*Data shown*.
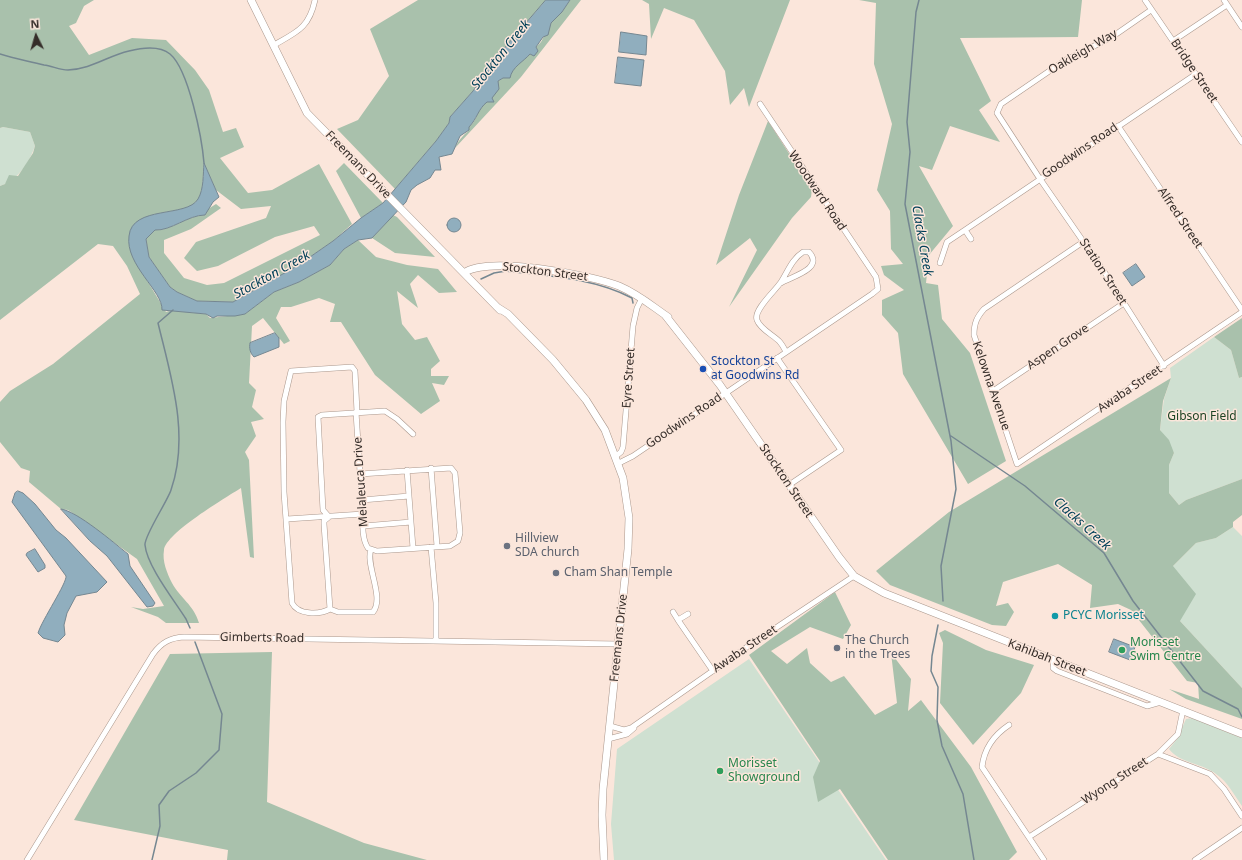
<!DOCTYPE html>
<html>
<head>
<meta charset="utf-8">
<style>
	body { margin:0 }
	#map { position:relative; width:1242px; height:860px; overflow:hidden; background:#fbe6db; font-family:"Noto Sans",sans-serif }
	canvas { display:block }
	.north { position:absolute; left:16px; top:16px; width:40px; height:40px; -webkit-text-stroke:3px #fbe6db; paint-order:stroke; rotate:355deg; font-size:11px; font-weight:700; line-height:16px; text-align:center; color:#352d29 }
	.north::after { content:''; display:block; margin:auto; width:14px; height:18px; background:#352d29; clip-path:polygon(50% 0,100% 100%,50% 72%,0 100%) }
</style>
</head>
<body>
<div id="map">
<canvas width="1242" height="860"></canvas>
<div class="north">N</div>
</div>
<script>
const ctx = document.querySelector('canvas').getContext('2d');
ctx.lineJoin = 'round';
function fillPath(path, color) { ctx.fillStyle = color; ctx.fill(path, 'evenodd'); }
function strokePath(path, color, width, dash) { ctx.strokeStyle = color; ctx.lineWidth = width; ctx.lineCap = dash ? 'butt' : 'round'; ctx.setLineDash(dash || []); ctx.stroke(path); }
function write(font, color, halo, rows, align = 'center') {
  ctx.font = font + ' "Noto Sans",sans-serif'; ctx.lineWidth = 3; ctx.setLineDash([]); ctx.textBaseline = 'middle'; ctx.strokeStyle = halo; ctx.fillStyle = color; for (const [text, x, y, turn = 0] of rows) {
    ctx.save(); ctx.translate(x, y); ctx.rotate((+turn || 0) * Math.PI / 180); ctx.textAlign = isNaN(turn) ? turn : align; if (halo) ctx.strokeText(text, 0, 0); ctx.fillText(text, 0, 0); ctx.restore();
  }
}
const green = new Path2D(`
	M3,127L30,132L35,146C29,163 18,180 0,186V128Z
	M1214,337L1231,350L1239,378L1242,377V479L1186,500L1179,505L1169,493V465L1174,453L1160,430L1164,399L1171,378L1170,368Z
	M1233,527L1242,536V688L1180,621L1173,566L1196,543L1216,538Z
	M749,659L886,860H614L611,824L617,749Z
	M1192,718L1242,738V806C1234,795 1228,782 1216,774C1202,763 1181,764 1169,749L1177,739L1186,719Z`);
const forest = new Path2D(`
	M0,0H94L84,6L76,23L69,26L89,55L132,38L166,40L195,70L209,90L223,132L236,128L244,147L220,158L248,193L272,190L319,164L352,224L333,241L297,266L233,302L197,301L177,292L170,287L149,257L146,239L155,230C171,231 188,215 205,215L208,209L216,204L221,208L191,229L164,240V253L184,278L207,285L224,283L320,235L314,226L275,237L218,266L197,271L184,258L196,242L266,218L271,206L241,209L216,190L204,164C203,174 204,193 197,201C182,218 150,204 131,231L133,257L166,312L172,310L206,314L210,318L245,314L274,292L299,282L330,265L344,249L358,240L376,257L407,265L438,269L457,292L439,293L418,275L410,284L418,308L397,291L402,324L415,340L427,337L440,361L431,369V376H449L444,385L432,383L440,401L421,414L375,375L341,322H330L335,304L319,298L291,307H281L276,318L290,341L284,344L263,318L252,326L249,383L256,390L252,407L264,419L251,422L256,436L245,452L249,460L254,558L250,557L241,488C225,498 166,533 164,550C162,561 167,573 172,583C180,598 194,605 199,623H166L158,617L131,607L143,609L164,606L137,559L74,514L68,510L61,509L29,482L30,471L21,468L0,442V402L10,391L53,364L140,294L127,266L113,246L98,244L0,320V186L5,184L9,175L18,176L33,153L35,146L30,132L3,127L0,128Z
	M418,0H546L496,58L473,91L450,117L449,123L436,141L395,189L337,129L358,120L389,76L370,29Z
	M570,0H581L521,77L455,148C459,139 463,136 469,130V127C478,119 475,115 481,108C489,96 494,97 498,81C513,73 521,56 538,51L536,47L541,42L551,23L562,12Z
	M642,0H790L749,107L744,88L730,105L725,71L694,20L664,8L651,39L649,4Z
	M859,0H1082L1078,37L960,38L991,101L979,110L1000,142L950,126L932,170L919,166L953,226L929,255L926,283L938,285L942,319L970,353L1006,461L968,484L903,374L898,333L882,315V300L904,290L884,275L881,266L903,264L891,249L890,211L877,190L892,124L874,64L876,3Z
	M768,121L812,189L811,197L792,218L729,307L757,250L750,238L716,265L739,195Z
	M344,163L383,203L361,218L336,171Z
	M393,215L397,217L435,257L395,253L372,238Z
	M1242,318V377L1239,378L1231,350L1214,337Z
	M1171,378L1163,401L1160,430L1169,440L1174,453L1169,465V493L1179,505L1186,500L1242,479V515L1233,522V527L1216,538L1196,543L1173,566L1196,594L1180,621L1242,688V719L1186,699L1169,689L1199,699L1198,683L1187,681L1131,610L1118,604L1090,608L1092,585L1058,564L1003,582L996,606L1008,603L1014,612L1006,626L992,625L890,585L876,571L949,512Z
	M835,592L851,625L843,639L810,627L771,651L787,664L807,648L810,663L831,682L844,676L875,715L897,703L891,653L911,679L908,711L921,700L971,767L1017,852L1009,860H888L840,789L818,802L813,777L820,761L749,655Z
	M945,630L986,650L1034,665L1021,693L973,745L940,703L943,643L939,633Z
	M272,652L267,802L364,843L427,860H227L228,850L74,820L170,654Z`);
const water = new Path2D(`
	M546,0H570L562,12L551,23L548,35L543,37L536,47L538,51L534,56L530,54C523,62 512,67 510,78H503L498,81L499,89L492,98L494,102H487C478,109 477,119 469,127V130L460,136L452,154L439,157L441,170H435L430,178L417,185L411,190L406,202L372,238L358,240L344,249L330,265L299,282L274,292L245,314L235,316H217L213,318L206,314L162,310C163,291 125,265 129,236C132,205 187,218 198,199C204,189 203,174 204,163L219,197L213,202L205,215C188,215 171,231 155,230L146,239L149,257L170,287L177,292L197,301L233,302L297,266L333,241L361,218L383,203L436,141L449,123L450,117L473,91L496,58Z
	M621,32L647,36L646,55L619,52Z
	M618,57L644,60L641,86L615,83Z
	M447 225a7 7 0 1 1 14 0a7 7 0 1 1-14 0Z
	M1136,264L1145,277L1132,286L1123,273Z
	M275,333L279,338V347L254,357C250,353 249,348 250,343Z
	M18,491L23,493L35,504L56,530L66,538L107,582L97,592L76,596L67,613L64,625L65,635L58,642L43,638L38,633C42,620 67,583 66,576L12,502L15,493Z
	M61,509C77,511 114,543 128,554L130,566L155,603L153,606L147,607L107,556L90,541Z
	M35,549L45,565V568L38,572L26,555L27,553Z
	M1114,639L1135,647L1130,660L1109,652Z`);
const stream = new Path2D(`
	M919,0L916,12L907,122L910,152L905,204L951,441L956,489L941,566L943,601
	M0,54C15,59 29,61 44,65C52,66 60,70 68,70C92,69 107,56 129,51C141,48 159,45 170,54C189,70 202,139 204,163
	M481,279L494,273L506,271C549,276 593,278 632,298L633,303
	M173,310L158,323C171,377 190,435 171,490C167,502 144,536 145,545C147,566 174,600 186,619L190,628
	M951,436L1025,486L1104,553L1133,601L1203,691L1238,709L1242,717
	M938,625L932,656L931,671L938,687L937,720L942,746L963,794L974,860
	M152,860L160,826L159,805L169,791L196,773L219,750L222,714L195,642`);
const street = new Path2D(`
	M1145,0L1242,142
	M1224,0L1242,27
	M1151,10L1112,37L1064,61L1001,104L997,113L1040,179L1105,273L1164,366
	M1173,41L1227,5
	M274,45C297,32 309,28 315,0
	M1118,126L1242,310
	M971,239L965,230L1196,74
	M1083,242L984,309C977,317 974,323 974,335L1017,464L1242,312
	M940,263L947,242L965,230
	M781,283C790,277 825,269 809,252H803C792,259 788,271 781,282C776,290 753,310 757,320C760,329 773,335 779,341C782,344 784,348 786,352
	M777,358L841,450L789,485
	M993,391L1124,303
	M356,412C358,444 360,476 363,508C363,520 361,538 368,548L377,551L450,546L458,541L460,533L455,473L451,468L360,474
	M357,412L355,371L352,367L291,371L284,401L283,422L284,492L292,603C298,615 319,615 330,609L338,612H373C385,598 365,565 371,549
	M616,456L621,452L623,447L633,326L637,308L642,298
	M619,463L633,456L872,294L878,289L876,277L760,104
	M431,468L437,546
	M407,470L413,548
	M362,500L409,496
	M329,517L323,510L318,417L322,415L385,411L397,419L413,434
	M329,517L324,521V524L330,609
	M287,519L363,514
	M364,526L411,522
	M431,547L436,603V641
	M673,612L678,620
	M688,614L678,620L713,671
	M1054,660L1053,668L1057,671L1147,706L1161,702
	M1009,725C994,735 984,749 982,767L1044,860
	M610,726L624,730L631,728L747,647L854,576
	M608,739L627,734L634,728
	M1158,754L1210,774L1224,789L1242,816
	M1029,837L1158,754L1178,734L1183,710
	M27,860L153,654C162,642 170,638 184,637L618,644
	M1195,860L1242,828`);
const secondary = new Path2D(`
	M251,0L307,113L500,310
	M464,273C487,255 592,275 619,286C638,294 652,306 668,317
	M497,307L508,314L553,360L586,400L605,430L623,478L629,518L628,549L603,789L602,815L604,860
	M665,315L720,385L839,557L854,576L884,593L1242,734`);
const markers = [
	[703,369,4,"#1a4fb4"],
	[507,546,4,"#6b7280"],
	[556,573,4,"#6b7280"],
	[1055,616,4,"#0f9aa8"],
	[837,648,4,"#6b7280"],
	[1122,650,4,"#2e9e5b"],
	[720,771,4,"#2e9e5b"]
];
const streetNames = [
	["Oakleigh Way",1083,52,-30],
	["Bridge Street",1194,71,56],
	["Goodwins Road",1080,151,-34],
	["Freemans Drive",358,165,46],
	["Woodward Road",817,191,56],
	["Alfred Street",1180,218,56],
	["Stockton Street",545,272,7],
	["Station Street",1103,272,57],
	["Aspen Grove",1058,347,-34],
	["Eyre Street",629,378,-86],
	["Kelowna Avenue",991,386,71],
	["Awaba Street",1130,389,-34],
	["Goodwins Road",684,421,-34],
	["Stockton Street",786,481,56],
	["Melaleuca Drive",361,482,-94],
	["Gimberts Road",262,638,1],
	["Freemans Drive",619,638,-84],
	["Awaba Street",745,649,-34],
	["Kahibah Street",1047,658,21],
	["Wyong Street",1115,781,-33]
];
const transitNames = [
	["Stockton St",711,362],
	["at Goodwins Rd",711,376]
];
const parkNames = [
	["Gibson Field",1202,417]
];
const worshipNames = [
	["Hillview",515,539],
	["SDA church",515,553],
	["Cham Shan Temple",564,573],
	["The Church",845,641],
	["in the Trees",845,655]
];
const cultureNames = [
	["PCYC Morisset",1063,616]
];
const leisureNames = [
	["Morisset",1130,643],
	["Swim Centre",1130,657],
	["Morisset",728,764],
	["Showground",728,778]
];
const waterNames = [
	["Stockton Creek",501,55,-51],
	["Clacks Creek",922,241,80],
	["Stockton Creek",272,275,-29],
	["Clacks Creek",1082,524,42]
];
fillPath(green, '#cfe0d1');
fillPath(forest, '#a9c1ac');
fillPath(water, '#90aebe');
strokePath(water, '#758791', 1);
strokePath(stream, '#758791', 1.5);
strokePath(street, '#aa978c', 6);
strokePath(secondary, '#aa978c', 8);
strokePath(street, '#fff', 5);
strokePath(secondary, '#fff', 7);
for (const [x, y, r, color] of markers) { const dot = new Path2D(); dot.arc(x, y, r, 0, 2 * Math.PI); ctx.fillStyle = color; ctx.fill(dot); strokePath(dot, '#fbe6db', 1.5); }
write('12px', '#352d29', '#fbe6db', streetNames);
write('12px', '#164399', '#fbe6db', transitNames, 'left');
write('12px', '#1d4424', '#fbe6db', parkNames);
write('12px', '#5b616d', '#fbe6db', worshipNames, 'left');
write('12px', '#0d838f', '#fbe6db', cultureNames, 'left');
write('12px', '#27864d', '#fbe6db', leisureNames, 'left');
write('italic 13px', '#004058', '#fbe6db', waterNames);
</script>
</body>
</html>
--
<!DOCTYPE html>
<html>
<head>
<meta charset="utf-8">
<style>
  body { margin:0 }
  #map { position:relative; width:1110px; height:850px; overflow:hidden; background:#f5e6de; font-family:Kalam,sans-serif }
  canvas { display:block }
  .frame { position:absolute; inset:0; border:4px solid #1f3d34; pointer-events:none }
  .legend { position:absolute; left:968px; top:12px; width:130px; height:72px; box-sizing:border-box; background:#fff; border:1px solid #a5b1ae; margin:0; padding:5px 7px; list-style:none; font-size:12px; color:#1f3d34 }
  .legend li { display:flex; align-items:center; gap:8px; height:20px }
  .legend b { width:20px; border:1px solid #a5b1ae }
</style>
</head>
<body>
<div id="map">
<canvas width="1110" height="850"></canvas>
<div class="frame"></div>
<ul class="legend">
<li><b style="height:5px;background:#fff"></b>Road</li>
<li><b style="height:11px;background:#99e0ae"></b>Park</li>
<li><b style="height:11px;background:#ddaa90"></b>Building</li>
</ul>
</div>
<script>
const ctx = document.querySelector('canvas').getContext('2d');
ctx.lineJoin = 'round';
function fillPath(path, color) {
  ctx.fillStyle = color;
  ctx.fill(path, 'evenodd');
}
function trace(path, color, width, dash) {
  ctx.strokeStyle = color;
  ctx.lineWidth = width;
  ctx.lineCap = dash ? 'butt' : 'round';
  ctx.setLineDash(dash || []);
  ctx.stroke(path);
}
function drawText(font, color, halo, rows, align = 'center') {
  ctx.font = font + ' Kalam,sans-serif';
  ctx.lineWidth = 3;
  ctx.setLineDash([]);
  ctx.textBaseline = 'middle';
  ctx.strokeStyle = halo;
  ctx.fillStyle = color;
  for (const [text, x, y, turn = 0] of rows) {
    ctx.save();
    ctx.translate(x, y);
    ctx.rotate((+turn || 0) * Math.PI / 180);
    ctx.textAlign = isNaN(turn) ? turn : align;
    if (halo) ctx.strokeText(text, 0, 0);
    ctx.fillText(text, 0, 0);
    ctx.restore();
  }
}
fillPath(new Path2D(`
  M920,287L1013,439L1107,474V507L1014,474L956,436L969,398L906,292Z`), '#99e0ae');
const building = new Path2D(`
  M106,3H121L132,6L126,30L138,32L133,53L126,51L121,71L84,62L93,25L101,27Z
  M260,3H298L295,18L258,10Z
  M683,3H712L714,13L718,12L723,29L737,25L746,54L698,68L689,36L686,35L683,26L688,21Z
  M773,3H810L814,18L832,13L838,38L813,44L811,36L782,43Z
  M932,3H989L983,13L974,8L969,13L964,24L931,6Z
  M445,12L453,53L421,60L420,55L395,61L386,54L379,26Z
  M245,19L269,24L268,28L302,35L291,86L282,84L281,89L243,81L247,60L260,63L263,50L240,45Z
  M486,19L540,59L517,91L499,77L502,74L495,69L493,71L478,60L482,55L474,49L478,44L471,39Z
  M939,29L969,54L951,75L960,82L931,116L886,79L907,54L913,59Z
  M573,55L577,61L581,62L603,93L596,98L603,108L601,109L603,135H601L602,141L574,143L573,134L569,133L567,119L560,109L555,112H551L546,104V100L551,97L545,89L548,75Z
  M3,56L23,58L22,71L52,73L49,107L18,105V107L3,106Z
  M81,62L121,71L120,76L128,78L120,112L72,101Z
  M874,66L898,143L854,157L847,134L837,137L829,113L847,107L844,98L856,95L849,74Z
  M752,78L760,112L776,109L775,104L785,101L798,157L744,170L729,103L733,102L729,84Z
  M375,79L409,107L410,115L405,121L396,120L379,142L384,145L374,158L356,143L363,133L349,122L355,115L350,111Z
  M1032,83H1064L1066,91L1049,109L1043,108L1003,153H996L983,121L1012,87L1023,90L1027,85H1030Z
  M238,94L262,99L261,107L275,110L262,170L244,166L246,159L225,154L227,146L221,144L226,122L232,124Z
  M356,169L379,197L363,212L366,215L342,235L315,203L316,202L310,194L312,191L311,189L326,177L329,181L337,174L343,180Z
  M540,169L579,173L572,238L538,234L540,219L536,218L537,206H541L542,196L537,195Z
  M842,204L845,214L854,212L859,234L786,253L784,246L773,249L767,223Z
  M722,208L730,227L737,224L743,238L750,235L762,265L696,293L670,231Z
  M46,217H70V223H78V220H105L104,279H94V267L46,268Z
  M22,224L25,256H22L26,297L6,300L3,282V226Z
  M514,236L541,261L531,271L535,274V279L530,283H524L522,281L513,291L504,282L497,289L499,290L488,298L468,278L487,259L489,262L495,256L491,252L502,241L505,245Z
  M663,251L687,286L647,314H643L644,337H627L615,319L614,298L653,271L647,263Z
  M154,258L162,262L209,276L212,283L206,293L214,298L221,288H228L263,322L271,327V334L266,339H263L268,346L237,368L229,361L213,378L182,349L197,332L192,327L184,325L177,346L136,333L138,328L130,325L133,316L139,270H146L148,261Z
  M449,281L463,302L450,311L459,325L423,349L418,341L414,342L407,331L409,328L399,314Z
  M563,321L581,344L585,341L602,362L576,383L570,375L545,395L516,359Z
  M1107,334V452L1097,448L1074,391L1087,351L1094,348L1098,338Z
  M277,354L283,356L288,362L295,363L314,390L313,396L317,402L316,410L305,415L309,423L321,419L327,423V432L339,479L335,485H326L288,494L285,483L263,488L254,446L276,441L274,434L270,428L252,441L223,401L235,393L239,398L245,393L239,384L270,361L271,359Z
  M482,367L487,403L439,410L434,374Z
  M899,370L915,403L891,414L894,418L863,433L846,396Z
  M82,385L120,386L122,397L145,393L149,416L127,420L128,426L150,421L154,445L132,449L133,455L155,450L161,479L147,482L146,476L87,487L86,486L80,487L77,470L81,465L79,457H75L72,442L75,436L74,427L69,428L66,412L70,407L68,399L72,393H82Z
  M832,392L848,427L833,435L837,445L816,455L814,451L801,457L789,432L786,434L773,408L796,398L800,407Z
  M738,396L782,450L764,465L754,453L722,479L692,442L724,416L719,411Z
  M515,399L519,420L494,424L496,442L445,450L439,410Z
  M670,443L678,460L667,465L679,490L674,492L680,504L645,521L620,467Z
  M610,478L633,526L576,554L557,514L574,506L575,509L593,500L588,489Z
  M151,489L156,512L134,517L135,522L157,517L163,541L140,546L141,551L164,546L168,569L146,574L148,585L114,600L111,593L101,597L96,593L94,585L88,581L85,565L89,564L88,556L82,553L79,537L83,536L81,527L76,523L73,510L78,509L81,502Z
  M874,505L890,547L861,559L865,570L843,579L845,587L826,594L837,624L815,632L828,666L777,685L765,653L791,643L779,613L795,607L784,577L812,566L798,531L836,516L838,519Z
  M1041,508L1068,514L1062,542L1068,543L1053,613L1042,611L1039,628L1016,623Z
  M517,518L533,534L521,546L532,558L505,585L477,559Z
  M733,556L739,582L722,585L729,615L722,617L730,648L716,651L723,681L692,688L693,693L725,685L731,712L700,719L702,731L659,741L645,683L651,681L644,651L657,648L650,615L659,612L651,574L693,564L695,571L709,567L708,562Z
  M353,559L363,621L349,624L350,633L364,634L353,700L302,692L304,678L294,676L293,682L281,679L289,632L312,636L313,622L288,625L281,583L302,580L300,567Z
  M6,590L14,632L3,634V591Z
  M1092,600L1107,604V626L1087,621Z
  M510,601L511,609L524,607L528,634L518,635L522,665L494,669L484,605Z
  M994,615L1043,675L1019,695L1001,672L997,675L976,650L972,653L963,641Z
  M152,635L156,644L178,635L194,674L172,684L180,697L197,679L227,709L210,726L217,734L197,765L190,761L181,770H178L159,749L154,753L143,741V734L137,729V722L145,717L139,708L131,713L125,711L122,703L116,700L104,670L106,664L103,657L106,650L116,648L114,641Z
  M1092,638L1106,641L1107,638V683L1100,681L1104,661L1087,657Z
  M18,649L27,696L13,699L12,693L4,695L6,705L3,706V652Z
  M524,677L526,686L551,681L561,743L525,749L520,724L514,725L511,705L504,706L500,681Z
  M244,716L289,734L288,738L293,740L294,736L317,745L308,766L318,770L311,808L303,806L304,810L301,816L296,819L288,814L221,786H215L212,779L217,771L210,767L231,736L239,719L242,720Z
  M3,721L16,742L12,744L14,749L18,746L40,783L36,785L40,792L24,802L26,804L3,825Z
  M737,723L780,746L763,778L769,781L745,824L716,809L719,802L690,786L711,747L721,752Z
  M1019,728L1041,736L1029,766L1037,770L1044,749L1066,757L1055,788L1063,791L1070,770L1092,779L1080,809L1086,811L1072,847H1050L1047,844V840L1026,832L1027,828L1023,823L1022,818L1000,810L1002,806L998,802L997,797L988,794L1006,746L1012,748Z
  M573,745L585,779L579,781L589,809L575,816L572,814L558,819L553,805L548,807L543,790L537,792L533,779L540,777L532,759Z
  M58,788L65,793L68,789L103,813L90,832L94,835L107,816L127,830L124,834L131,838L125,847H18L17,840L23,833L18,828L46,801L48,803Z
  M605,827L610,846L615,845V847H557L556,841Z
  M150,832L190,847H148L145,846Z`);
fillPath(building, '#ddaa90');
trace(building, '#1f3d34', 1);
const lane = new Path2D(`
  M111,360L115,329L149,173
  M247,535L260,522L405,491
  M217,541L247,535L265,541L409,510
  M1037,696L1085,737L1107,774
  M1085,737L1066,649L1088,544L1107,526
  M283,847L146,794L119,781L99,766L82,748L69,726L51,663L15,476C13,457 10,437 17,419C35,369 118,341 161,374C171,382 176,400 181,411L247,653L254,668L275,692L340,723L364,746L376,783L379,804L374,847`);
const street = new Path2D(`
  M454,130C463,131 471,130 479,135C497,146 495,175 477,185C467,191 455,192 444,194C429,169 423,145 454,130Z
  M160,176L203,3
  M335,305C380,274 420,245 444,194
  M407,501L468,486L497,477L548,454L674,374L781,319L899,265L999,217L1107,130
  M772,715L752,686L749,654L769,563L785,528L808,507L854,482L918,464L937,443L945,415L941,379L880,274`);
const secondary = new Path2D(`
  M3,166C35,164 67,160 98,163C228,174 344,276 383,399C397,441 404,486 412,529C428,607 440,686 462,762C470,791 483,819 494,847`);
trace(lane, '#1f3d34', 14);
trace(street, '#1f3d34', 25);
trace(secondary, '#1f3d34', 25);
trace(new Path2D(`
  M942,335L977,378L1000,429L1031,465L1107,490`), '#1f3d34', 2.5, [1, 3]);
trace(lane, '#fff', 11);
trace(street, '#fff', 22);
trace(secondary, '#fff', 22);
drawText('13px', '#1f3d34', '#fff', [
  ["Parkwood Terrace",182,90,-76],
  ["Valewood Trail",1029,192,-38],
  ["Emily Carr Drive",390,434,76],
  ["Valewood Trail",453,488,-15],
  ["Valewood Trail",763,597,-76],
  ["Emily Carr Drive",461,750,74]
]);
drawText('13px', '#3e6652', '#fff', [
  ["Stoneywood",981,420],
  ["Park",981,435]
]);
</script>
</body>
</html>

*Task details*. Extract every line of the records above that contains the word "lineCap".

*Task output*.
function strokePath(path, color, width, dash) { ctx.strokeStyle = color; ctx.lineWidth = width; ctx.lineCap = dash ? 'butt' : 'round'; ctx.setLineDash(dash || []); ctx.stroke(path); }
  ctx.lineCap = dash ? 'butt' : 'round';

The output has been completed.